Es decir, parece que el narrador nos dijera que, hasta esa edad (cinco o seis años), aún requería de la guía de un mayor (curiosamente hace referencia que preguntó a un varón adulto, idealizado y representante en aquel entonces de la ley, de la cultura); pero después, puede suponerse, ya no le serían necesarios. Lo mismo sucede con el superyó: podríamos decir que el padre es la materialización de la ley, de la cultura, y su función consiste en frustrar explícita y directamente la satisfacción del deseo natural (instintivo) del niño. Después de los seis años, el niño ya no requiere a este frustrador de carne y hueso, el padre, porque lo ha internalizado, y ahora es él mismo, a través de esta internalización conocida como superyó, quien puede prohibirse las satisfacciones.


Tomándonos una licencia complaciente, podríamos afirmar que es posible entrever, en aquel niño intrigado, una inconformidad frente a la autoridad del padre (o del maestro, o de un tío) cuando se pregunta (o más bien cuestiona internamente a quien le ha respondido): “Si está amaestrado, ¿por qué lo encadenan?” (2008). Podríamos pensar en una proyección que escondería la verdadera pregunta: “Si yo ya tengo un superyó, ¿por qué sigues tú prohibiéndome cosas?”... Finalmente, el narrador comenta que olvidó el “misterio del elefante y la estaca”, y que sólo lo recordaba cuando se encontraba “con “otros que se habían hecho la misma pregunta alguna vez”. Si continuamos con la línea que hemos señalado, podríamos sustituir “el misterio” del elefante encadenado, por el del surgimiento del superyó (y el final de la fase edípica); y pensamos que el señalamiento de que ha encontrado a “otros” que se preguntaron lo mismo, tal como sucede con las dudas propias del Edipo, corroboraría nuestra suposición.

Continuamos el próximo jueves.


Psic. Juan José Ricárdez.

jueves, 16 de enero de 2014

El psicoanálisis se ocupa de lo que se dice

El psicoanálisis cobija a personas procedentes de distintos saberes como la medicina (Freud), la psiquiatría (Jung y Lacan), el derecho (Rank), la enfermería (Dolto), la sociología (Fromm), la literatura (Andreas-Salomé), la Filosofía (Seubert) y, por supuesto, la psicología (Helí Morales). Además de estos profesionales (entre muchos otros) que se han llegado a formar como psicoanalistas, ha habido muchos otros que, sin llegar a ejercer el psicoanálisis en la clínica, sí han ocupádose de él para alcanzar un grado particular de comprensión de la vida, y para desarrollar su particular trabajo. En México los casos de Octavio Paz y Salvador Novo resultan particularmente ilustrativos, mientras que en España los amigos Luis Buñuel y Salvador Dalí también pueden dar cuenta de esto.
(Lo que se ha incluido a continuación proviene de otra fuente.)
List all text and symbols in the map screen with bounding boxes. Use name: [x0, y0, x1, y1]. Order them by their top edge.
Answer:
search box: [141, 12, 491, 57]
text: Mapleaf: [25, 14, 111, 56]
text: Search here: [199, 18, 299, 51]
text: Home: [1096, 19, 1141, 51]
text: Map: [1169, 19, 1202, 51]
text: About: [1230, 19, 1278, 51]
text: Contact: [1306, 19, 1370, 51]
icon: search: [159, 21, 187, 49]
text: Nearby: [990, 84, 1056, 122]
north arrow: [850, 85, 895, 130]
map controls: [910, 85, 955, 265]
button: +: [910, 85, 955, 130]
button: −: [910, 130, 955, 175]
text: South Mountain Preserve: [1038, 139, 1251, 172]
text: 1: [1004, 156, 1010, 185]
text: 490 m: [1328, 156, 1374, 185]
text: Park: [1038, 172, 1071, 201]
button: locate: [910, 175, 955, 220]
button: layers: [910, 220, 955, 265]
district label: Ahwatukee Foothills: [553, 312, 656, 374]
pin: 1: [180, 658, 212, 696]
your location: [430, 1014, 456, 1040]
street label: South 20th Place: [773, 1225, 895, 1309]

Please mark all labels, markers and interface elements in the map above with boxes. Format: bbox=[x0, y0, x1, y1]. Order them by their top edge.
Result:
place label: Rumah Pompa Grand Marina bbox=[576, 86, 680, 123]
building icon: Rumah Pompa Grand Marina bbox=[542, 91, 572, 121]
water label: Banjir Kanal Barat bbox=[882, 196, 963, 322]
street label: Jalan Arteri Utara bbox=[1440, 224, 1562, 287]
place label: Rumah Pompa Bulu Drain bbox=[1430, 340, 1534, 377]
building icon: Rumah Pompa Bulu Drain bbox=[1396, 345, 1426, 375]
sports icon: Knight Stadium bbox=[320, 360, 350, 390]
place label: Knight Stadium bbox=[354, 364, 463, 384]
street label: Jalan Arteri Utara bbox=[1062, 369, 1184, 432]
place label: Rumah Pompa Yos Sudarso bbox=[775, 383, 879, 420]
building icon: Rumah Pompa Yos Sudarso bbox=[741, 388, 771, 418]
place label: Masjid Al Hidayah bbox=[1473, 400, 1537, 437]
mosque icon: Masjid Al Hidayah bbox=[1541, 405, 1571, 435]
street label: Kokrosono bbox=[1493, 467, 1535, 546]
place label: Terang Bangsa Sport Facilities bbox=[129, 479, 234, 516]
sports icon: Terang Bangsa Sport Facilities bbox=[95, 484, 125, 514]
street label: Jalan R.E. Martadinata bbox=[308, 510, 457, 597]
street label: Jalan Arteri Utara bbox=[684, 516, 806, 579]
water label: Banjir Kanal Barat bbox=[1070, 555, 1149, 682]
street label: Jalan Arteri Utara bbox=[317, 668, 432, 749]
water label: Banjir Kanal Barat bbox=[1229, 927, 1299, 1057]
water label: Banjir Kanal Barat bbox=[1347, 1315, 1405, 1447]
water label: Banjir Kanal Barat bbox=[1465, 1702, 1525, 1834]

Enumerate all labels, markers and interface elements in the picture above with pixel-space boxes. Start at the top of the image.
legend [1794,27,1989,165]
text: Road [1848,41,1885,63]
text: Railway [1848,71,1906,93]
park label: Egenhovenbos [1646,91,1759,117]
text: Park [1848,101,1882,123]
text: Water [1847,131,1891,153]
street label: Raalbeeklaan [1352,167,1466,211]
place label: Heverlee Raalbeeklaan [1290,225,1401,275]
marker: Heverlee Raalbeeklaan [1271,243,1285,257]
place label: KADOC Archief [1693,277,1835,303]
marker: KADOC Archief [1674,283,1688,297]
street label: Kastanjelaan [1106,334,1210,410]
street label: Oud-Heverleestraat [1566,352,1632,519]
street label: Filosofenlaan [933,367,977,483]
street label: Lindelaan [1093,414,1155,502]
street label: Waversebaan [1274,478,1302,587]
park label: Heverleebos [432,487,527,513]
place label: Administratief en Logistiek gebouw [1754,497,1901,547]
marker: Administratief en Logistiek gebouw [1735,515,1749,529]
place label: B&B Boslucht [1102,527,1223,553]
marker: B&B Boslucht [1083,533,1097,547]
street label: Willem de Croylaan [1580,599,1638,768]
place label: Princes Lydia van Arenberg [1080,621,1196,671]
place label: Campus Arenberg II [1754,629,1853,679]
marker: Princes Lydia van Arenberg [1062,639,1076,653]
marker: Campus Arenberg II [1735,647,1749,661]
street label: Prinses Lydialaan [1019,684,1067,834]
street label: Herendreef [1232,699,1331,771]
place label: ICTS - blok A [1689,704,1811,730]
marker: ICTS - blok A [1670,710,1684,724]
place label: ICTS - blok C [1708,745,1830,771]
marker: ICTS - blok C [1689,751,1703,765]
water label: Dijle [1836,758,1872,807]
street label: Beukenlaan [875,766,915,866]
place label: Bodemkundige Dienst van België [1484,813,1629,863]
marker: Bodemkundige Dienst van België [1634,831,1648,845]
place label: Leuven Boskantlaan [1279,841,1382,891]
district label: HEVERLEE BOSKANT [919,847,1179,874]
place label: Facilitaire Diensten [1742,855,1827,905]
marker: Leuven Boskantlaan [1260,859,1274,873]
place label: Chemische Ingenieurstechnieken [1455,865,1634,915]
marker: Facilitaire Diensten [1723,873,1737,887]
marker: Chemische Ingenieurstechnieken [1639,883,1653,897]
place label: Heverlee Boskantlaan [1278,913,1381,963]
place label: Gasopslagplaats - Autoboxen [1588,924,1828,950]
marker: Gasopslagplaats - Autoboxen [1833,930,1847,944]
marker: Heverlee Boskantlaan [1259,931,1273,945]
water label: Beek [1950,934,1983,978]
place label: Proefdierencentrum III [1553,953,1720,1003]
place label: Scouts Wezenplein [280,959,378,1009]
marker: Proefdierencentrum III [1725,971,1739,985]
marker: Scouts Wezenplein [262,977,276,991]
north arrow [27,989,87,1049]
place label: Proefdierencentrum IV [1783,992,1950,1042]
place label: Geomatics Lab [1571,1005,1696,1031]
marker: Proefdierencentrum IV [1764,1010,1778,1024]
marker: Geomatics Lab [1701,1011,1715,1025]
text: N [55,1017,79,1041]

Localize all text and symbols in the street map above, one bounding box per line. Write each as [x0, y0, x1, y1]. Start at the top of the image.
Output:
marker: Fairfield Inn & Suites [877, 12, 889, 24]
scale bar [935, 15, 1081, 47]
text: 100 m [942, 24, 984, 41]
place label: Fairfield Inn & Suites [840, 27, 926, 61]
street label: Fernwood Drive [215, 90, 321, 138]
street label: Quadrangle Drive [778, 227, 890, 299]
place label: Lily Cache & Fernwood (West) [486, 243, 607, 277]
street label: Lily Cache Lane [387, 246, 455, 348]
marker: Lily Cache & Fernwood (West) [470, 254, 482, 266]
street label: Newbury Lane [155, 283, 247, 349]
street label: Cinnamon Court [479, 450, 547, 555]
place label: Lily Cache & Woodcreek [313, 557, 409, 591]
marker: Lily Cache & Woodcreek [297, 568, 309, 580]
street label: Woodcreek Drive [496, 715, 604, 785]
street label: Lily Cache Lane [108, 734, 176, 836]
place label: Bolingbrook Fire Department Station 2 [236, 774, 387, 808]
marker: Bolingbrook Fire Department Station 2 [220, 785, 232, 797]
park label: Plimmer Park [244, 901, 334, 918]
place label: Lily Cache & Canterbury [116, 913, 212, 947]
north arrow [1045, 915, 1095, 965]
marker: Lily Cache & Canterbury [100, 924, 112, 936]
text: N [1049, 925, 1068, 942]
Pero ¿qué es lo que hace que profesionales de tan distintos campos se interesen por los descubrimientos psicoanalíticos?; sin duda para responder, de primera instancia, uno pensaría que tendría que remontarse a alguno de los tres primeros textos de Freud, a partir de los cuales se supo que la capacidad de hablar, antes de que Freud lo pensara a partir del método terapéutico que él y Breuer desarrollaron: “la cura por la palabra”, había estado olvidada por las ciencias con respecto a sus implicaciones médicas y, más particularmente, psicológicas. Pero recurramos mejor a la antropología contextualizando con un chiste:

Va uno en moto por la carretera y de repente se le para. Se baja y empieza a mirar el motor a ver qué le pasa y en éso que oye una voz detrás que le dice: "Eso es del carburador". El tío se gira y no ve a nadie, tan sólo un caballo y se pregunta “¿quién habrá dicho eso?” Sigue intentando averiguar la avería y el caballo que vuelve a repetirle: "Eso es del carburador". Cuando se da cuenta que es el caballo quien le habla, sale todo despavorido y al llegar al pueblo se mete en un bar para pedir agua y le cuenta al dueño lo que le ha pasado. A lo que el dueño del bar le contesta: "No le haga usted caso, ese caballo no entiende nada de mecánica". (2006)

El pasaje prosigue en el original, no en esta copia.